(Beginning of RECORDED INFORMATION)

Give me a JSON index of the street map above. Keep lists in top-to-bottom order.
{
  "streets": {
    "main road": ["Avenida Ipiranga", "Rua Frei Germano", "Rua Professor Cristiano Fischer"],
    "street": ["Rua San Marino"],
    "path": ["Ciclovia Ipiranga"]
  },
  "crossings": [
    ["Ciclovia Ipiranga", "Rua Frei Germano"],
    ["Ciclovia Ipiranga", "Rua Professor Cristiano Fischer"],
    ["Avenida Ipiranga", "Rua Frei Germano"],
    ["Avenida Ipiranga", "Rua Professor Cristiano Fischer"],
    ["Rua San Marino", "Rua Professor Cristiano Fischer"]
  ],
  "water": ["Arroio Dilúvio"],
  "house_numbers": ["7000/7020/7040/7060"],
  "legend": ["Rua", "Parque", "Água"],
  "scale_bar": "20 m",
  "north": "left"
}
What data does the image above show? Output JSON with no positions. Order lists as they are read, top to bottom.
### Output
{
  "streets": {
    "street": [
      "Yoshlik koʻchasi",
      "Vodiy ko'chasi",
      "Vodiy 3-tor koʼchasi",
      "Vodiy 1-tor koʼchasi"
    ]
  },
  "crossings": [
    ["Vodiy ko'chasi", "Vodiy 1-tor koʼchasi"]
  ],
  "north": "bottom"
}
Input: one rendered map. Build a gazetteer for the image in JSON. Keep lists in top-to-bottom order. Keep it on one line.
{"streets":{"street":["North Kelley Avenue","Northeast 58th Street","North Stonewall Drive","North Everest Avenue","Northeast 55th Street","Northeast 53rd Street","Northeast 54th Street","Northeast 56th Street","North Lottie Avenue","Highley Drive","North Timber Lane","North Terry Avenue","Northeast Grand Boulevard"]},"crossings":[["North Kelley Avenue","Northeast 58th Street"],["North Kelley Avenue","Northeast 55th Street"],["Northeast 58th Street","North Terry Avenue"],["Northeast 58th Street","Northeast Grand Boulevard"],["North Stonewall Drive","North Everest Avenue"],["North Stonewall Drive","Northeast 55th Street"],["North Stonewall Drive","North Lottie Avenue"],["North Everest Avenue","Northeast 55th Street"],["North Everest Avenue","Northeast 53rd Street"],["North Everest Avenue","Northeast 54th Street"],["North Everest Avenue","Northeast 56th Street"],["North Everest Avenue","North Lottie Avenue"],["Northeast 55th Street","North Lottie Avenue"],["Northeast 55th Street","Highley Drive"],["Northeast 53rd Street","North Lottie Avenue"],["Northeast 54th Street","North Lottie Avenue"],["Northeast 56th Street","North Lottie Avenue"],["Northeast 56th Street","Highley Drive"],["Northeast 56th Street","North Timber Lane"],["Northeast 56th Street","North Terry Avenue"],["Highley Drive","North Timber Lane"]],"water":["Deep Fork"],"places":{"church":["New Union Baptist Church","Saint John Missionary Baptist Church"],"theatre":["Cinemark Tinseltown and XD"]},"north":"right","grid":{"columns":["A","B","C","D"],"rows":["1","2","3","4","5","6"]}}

(End of RECORDED INFORMATION)

(DESCRIPTION OF THE TASK) Work out how many lines of the material contain "Marino". Reply with that number only.

(RESPONSE TO THIS TASK) 2